Blood Pressure

Hydrostatic pressure created by the heart forces blood to move through the arteries. Systolic blood pressure, the pressure measured during contraction of the ventricles, averages about 110 mm Hg in arteries of the systemic circulation (for healthy, young adults). The diastolic blood pressure, measured during ventricle relaxation, is about 75 mm Hg in these arteries. As blood travels through the arterial system, resistance from the walls of the blood vessels reduces the pressure and velocity of the blood (see Figure 1). Blood pressure drops sharply in the arterioles and falls to between 40 and 20 mm Hg in the capillaries. Blood pressure descends further in the venules and approaches zero in the veins.
Figure 1. As blood travels through the arterial system, resistance from the walls of the blood vessels reduces the pressure and velocity of the blood.
figure

Because blood pressure is so low in venules and veins, two mechanisms assist the return of blood to the heart (venous return):

  • The muscular pump arises from contractions of skeletal muscles surrounding the veins. The contractions squeeze the veins, forcing the blood to move forward, the only direction it can move when valves in the veins close to prevent backflow.

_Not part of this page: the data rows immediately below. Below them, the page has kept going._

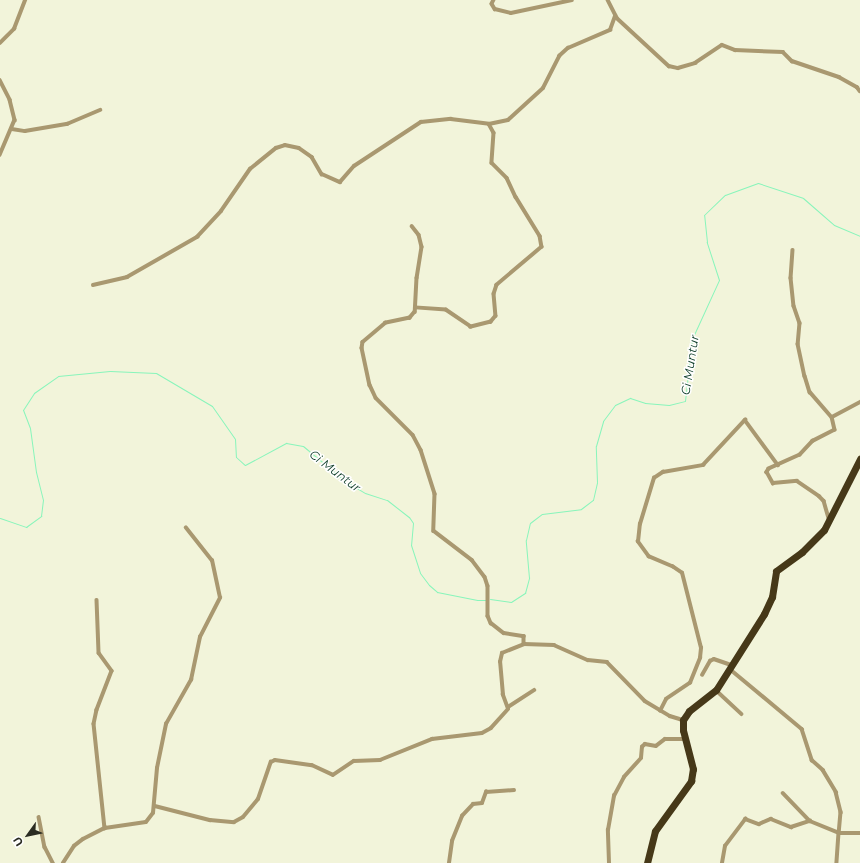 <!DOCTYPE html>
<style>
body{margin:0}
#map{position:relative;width:860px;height:863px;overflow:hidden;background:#f2f4da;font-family:Montserrat,sans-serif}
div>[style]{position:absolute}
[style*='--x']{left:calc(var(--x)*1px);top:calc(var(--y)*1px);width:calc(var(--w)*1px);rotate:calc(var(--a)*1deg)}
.stream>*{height:1px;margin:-0.5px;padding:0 0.5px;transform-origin:0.5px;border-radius:0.5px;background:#88f5bb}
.street>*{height:3.5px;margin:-1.75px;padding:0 1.75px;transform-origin:1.75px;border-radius:1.75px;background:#a99870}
.highway>*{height:7px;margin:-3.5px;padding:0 3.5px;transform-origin:3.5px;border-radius:3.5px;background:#463818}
span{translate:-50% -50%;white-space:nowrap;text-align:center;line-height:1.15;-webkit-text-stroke:3px #fff;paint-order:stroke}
.water-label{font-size:12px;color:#0d3c27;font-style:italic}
.north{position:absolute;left:8px;top:815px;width:40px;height:40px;-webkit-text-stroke:3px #fff;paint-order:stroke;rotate:237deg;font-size:11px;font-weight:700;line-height:16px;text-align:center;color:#2b2c22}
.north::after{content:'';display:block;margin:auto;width:14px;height:18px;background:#2b2c22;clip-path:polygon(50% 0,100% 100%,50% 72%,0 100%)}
</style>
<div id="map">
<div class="stream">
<i style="--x:0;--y:518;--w:28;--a:19"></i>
<i style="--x:26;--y:527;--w:19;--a:-36"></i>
<i style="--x:41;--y:516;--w:16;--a:-83"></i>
<i style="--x:43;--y:500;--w:29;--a:-104"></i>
<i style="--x:36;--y:472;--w:44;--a:-97.8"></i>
<i style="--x:30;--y:428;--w:19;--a:-111"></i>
<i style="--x:23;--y:410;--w:20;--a:-57"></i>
<i style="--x:34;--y:393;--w:29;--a:-35"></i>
<i style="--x:58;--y:376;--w:52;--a:-5.5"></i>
<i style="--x:110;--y:371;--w:46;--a:2.5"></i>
<i style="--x:156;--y:373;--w:65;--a:30.5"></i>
<i style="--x:212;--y:406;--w:40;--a:55.1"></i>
<i style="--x:235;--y:439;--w:18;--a:87"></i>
<i style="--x:236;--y:457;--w:12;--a:42"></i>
<i style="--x:245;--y:465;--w:47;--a:-28.2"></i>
<i style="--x:286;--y:443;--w:17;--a:10"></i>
<i style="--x:303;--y:446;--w:55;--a:39.8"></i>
<i style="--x:345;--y:481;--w:23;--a:31"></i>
<i style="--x:365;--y:493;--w:23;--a:18"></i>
<i style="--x:387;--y:500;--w:28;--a:38"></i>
<i style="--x:409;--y:517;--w:7;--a:56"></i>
<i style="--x:413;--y:523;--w:22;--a:95"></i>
<i style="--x:411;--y:545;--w:29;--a:72"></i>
<i style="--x:420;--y:573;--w:15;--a:53"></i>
<i style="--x:429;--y:585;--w:11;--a:41"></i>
<i style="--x:437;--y:592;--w:41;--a:11.3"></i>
<i style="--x:477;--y:600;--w:10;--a:0"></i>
<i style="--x:490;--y:599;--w:21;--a:8"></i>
<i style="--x:511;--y:602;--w:17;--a:-33"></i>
<i style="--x:525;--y:593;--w:16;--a:-75"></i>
<i style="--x:529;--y:578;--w:38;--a:-95"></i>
<i style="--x:526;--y:540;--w:17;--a:-77"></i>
<i style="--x:530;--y:523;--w:15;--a:-37"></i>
<i style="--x:542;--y:514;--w:39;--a:-7"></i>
<i style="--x:581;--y:509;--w:15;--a:-37"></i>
<i style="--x:593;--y:500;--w:18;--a:-77"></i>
<i style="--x:597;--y:482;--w:36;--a:-92"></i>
<i style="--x:596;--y:446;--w:26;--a:-74"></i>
<i style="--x:603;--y:421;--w:20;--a:-53"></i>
<i style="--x:615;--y:405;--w:17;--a:-25"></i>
<i style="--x:630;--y:398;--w:16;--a:18"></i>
<i style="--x:645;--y:403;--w:24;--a:5"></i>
<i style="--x:669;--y:405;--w:16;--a:-14"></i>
<i style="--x:685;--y:401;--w:62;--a:-83.6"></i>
<i style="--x:692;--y:339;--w:65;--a:-65.4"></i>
<i style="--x:719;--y:280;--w:40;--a:-108"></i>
<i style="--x:707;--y:242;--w:27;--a:-96"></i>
<i style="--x:704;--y:215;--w:29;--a:-44"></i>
<i style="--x:725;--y:195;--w:35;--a:-20"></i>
<i style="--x:758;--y:183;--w:47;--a:18.4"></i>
<i style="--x:803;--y:198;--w:41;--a:41.1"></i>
<i style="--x:834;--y:225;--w:28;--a:23"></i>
</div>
<div class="street">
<i style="--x:494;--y:0;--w:4;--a:117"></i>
<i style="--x:492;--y:4;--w:6;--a:59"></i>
<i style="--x:495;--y:9;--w:16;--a:14"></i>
<i style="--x:511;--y:13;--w:62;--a:-12"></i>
<i style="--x:608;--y:0;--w:20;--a:63"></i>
<i style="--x:617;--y:18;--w:71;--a:42.7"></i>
<i style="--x:669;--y:66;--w:9;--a:13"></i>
<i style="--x:678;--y:68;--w:18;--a:-16"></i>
<i style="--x:695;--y:63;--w:32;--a:-34"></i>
<i style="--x:722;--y:45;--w:14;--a:21"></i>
<i style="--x:735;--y:50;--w:48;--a:2.4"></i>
<i style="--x:783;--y:52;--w:13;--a:45"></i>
<i style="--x:792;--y:61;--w:50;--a:18.8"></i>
<i style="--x:839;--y:77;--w:21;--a:29"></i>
<i style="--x:857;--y:87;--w:5;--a:53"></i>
<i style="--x:0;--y:43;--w:20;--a:-45"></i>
<i style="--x:14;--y:29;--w:31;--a:-69"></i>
<i style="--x:0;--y:80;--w:22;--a:63"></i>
<i style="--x:10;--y:100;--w:21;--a:76"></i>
<i style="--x:15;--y:120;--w:38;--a:113"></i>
<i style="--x:489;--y:124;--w:19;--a:-12"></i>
<i style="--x:508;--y:120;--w:47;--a:-42.4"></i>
<i style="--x:543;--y:88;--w:36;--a:-63"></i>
<i style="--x:559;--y:56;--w:12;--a:-42"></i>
<i style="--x:568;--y:48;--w:46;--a:-23.2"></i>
<i style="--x:610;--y:30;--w:15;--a:-70"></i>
<i style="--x:12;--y:129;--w:13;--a:9"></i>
<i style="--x:25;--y:131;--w:43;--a:-9.5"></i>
<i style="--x:67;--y:124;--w:36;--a:-23"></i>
<i style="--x:412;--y:226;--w:11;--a:52"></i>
<i style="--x:419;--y:235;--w:12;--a:76"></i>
<i style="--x:422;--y:247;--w:31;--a:99"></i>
<i style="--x:417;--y:278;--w:34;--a:93"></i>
<i style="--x:415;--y:312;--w:8;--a:130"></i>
<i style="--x:410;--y:318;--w:25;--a:168"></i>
<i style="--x:386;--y:323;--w:30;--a:140"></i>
<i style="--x:363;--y:342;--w:6;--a:99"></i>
<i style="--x:362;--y:348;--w:38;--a:78"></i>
<i style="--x:370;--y:385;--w:14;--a:65"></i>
<i style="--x:376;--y:398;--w:52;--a:45"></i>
<i style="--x:413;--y:435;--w:17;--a:62"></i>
<i style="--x:421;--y:450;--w:46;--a:72.3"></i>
<i style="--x:435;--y:494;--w:37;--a:92"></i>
<i style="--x:434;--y:531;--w:48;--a:37.3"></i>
<i style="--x:472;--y:560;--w:21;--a:53"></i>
<i style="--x:485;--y:577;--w:9;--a:72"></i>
<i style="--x:488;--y:586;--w:30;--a:90"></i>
<i style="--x:488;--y:616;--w:8;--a:67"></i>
<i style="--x:491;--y:623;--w:16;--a:38"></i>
<i style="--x:504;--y:633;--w:20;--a:9"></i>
<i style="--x:524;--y:636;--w:8;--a:90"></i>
<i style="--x:793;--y:250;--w:28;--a:94"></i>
<i style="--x:791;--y:278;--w:28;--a:84"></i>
<i style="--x:794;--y:306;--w:18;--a:71"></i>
<i style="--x:800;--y:323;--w:21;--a:95"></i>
<i style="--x:798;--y:344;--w:33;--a:78"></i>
<i style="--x:805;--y:376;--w:17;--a:73"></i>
<i style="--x:810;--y:392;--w:33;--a:49"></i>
<i style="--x:832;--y:417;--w:13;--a:77"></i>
<i style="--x:835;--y:430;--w:25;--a:153"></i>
<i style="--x:813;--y:441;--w:19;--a:133"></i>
<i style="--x:800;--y:455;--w:34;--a:156"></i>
<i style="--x:769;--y:469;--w:4;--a:124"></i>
<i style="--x:767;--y:472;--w:13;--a:61"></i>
<i style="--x:773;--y:483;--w:24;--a:-5"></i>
<i style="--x:797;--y:481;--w:27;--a:34"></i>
<i style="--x:819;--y:496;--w:7;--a:45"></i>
<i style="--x:824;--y:501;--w:19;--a:74"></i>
<i style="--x:93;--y:285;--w:35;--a:-13"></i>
<i style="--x:127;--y:277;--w:81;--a:-29.7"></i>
<i style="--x:197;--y:237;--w:35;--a:-47"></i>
<i style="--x:221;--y:211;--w:51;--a:-55.4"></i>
<i style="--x:250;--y:169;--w:33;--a:-39"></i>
<i style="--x:276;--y:148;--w:9;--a:-18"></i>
<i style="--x:285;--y:145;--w:14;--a:12"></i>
<i style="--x:299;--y:148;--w:16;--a:35"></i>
<i style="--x:312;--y:157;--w:20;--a:60"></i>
<i style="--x:322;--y:174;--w:20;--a:24"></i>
<i style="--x:340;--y:182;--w:21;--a:-49"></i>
<i style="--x:354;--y:166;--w:80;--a:-33.3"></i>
<i style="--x:421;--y:122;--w:30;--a:-6"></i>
<i style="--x:451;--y:119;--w:38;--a:7"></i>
<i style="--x:489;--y:124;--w:10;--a:61"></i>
<i style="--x:494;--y:133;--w:30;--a:94"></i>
<i style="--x:492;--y:163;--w:21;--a:45"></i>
<i style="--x:507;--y:178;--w:21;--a:65"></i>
<i style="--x:516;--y:197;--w:46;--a:58.4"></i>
<i style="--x:540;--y:236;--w:11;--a:80"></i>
<i style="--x:542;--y:247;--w:59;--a:139.8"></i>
<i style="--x:497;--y:285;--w:9;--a:108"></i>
<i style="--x:494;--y:294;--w:22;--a:85"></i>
<i style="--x:496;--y:316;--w:8;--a:130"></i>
<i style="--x:491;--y:322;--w:21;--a:166"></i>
<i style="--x:471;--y:327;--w:30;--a:-146"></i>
<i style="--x:446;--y:310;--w:30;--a:-176"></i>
<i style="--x:832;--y:417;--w:32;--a:-28"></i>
<i style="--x:97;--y:600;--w:53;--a:87.8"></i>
<i style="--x:99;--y:653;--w:22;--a:54"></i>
<i style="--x:112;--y:671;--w:42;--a:111"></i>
<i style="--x:97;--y:710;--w:14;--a:102"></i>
<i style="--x:94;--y:724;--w:105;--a:84"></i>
<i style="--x:730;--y:669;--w:94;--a:39.8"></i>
<i style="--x:802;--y:729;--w:33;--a:72"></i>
<i style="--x:812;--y:760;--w:15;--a:42"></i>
<i style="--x:823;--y:770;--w:26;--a:59"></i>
<i style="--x:836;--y:792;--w:21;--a:76"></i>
<i style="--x:841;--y:812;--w:21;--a:95"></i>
<i style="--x:839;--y:833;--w:21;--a:0"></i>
<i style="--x:702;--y:675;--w:16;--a:-60"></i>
<i style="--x:710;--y:661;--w:4;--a:-27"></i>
<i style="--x:714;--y:659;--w:18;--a:19"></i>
<i style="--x:716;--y:690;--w:35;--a:43"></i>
<i style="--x:508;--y:707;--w:31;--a:-33"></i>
<i style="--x:660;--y:711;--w:13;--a:-63"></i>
<i style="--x:666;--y:699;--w:29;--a:-34"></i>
<i style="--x:690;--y:683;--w:27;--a:-68"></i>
<i style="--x:700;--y:658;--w:10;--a:-84"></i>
<i style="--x:701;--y:648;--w:77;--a:-104.2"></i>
<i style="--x:682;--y:573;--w:11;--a:-146"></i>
<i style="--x:673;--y:567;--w:26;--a:-157"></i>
<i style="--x:649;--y:557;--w:19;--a:-126"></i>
<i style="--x:638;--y:542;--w:18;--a:-84"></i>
<i style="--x:640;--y:524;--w:48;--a:-73.1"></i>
<i style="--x:654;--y:478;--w:11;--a:-34"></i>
<i style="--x:663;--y:472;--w:41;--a:-9.9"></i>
<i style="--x:703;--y:465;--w:62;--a:-47"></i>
<i style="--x:745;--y:420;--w:56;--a:53.7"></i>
<i style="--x:783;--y:793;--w:39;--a:46"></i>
<i style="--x:810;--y:821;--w:31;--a:22"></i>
<i style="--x:839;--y:833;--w:30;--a:94"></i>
<i style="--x:155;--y:806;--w:57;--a:14.3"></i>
<i style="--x:210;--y:820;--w:24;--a:5"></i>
<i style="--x:234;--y:822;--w:10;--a:-29"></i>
<i style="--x:243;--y:817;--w:23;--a:-50"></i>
<i style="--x:258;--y:799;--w:39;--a:-71"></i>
<i style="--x:271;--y:762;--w:4;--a:-27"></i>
<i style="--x:275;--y:760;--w:37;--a:8"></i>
<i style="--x:312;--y:765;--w:23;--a:25"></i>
<i style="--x:333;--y:775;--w:25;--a:-34"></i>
<i style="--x:354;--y:761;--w:26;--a:-2"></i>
<i style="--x:380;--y:760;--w:56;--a:-22"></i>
<i style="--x:432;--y:739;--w:50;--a:-6.8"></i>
<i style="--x:482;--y:733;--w:10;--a:-29"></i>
<i style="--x:491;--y:728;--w:25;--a:-48"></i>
<i style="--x:508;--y:709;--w:15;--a:-110"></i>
<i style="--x:503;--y:695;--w:33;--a:-95"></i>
<i style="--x:500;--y:662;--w:9;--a:-77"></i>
<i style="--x:502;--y:653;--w:24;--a:-22"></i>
<i style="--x:524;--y:644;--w:30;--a:2"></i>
<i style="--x:554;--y:645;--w:37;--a:24"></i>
<i style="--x:588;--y:660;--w:19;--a:6"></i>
<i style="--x:607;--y:662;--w:54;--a:45.7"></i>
<i style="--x:645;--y:701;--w:29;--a:31"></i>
<i style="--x:670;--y:716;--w:14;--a:17"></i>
<i style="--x:39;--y:817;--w:31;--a:79"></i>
<i style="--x:45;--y:847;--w:18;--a:63"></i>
<i style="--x:63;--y:863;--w:20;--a:-57"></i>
<i style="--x:74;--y:846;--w:11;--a:-38"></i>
<i style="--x:83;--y:839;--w:25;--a:-27"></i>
<i style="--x:105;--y:828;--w:41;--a:-8.3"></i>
<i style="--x:146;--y:822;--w:11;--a:-52"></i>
<i style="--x:153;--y:813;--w:45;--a:-84.9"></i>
<i style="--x:157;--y:768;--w:45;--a:-78.4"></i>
<i style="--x:166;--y:724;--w:51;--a:-60.4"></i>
<i style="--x:191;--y:680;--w:44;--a:-78.2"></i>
<i style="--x:200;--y:637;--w:44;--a:-62.9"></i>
<i style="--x:220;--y:598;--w:38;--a:-102"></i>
<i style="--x:212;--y:561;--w:42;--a:-128.2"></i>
<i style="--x:449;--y:863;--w:22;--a:-82"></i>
<i style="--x:452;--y:841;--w:27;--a:-68"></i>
<i style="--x:462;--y:816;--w:16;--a:-47"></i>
<i style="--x:473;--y:804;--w:9;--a:-6"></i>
<i style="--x:482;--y:803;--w:12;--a:-70"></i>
<i style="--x:486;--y:792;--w:28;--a:-4"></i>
<i style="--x:609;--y:863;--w:33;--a:-92"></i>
<i style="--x:608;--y:830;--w:35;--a:-80"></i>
<i style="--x:614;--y:796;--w:21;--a:-62"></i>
<i style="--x:624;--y:777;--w:25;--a:-48"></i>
<i style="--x:641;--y:758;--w:11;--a:-85"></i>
<i style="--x:642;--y:747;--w:4;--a:-45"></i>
<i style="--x:645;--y:744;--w:11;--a:10"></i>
<i style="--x:656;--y:746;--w:11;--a:-38"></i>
<i style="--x:665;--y:739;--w:20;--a:0"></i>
<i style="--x:722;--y:863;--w:17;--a:-80"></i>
<i style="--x:725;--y:846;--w:34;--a:-53"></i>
<i style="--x:745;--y:819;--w:15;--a:20"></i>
<i style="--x:759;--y:824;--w:13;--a:-23"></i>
<i style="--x:771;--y:819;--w:22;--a:22"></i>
<i style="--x:791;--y:827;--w:20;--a:-18"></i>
</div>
<div class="highway">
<i style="--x:647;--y:863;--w:33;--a:-76"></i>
<i style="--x:655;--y:831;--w:62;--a:-54.2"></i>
<i style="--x:691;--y:781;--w:12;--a:-81"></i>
<i style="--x:693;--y:769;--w:40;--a:-104.4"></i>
<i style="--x:683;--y:730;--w:10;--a:-90"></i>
<i style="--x:683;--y:720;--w:11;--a:-56"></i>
<i style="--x:689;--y:711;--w:34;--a:-38"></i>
<i style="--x:716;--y:690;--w:90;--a:-57.7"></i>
<i style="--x:764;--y:614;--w:19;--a:-65"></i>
<i style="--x:772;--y:597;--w:26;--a:-81"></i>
<i style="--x:776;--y:571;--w:32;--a:-36"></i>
<i style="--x:802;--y:552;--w:31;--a:-45"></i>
<i style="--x:824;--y:530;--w:80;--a:-63.1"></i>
</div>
<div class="water-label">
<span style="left:690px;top:365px;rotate:-81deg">Ci Muntur</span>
<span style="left:335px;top:471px;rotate:37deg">Ci Muntur</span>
</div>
<div class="north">U</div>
</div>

  • The respiratory pump is created by the expansion and contraction of the lungs during breathing. During inspiration (inhaling), pressure in the abdominal region increases while pressure in the thoracic cavity decreases. These pressures act upon the veins passing through these regions. As a result, blood flows toward the heart as it moves from regions of higher pressure (the abdomen) to those of lower pressure (the chest and right atrium). When the pressures are reversed during expiration (exhaling), backflow in the veins is prevented by valves.